**Exercise**
Could you copy each line of the listing below that has the word "crossings"?

(Beginning of Data extract)

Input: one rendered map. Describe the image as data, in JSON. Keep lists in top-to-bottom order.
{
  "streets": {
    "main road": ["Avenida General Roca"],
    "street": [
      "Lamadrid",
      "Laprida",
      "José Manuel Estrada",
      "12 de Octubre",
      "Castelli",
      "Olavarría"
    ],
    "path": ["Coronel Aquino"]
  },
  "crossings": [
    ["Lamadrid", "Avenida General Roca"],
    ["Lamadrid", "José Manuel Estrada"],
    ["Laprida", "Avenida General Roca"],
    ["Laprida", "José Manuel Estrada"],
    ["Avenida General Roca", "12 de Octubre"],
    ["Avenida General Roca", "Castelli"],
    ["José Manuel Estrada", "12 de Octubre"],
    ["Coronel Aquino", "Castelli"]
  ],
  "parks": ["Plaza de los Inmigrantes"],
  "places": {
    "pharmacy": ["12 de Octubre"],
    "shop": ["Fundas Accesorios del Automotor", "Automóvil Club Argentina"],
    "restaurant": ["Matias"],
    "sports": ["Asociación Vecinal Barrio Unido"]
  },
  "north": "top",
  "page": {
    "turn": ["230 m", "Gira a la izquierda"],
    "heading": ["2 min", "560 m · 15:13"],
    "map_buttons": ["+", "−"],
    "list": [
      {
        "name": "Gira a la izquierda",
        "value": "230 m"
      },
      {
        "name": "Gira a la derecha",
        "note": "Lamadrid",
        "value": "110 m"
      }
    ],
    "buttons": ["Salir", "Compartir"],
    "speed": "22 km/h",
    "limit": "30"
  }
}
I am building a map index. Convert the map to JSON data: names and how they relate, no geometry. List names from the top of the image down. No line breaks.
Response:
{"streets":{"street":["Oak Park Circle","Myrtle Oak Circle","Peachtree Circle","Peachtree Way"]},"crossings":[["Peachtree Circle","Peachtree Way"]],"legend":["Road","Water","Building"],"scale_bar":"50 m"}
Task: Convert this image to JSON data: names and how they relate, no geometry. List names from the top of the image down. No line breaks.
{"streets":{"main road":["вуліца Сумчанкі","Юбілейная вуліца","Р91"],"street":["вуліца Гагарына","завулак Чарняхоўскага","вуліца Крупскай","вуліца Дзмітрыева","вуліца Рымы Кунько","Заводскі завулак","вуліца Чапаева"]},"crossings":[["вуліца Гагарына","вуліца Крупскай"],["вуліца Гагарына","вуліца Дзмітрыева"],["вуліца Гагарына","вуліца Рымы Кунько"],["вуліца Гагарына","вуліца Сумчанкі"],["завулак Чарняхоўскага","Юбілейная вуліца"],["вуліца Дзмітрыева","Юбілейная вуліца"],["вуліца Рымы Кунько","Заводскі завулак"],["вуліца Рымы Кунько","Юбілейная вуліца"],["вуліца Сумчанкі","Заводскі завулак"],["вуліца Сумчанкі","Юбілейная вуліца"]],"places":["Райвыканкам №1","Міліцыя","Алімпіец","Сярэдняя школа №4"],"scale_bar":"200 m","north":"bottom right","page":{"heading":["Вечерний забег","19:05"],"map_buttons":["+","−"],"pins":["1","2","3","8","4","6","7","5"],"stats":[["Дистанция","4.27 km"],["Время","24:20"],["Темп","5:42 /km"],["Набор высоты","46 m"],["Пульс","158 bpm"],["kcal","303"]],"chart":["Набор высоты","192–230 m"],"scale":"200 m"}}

(End of Data extract)

**Exercise solution**
  "crossings": [
{"streets":{"street":["Oak Park Circle","Myrtle Oak Circle","Peachtree Circle","Peachtree Way"]},"crossings":[["Peachtree Circle","Peachtree Way"]],"legend":["Road","Water","Building"],"scale_bar":"50 m"}
{"streets":{"main road":["вуліца Сумчанкі","Юбілейная вуліца","Р91"],"street":["вуліца Гагарына","завулак Чарняхоўскага","вуліца Крупскай","вуліца Дзмітрыева","вуліца Рымы Кунько","Заводскі завулак","вуліца Чапаева"]},"crossings":[["вуліца Гагарына","вуліца Крупскай"],["вуліца Гагарына","вуліца Дзмітрыева"],["вуліца Гагарына","вуліца Рымы Кунько"],["вуліца Гагарына","вуліца Сумчанкі"],["завулак Чарняхоўскага","Юбілейная вуліца"],["вуліца Дзмітрыева","Юбілейная вуліца"],["вуліца Рымы Кунько","Заводскі завулак"],["вуліца Рымы Кунько","Юбілейная вуліца"],["вуліца Сумчанкі","Заводскі завулак"],["вуліца Сумчанкі","Юбілейная вуліца"]],"places":["Райвыканкам №1","Міліцыя","Алімпіец","Сярэдняя школа №4"],"scale_bar":"200 m","north":"bottom right","page":{"heading":["Вечерний забег","19:05"],"map_buttons":["+","−"],"pins":["1","2","3","8","4","6","7","5"],"stats":[["Дистанция","4.27 km"],["Время","24:20"],["Темп","5:42 /km"],["Набор высоты","46 m"],["Пульс","158 bpm"],["kcal","303"]],"chart":["Набор высоты","192–230 m"],"scale":"200 m"}}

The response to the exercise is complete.